» EXERCISE: Every record must be copied exactly, from first line to last.
-- GIVEN RECORDS follows --
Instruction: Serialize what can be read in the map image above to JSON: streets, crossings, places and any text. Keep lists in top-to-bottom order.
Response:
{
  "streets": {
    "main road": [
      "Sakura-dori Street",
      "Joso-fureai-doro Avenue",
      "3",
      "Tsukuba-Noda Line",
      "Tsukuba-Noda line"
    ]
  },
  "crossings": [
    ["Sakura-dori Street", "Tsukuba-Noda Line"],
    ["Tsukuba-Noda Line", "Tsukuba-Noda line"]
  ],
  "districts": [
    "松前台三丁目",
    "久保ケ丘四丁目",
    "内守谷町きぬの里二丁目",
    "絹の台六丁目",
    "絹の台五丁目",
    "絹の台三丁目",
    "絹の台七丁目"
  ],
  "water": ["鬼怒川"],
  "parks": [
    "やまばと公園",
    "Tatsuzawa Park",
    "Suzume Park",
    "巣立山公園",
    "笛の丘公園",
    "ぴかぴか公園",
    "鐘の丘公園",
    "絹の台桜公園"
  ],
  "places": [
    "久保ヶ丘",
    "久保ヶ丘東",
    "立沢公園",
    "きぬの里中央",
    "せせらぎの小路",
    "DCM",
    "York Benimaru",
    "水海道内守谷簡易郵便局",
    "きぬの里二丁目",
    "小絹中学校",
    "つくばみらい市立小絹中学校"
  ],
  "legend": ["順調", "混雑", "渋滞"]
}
-- GIVEN RECORDS concluded --
» RESPONSE FOR THIS EXERCISE:
Instruction: Serialize what can be read in the map image above to JSON: streets, crossings, places and any text. Keep lists in top-to-bottom order.
Response:
{
  "streets": {
    "main road": [
      "Sakura-dori Street",
      "Joso-fureai-doro Avenue",
      "3",
      "Tsukuba-Noda Line",
      "Tsukuba-Noda line"
    ]
  },
  "crossings": [
    ["Sakura-dori Street", "Tsukuba-Noda Line"],
    ["Tsukuba-Noda Line", "Tsukuba-Noda line"]
  ],
  "districts": [
    "松前台三丁目",
    "久保ケ丘四丁目",
    "内守谷町きぬの里二丁目",
    "絹の台六丁目",
    "絹の台五丁目",
    "絹の台三丁目",
    "絹の台七丁目"
  ],
  "water": ["鬼怒川"],
  "parks": [
    "やまばと公園",
    "Tatsuzawa Park",
    "Suzume Park",
    "巣立山公園",
    "笛の丘公園",
    "ぴかぴか公園",
    "鐘の丘公園",
    "絹の台桜公園"
  ],
  "places": [
    "久保ヶ丘",
    "久保ヶ丘東",
    "立沢公園",
    "きぬの里中央",
    "せせらぎの小路",
    "DCM",
    "York Benimaru",
    "水海道内守谷簡易郵便局",
    "きぬの里二丁目",
    "小絹中学校",
    "つくばみらい市立小絹中学校"
  ],
  "legend": ["順調", "混雑", "渋滞"]
}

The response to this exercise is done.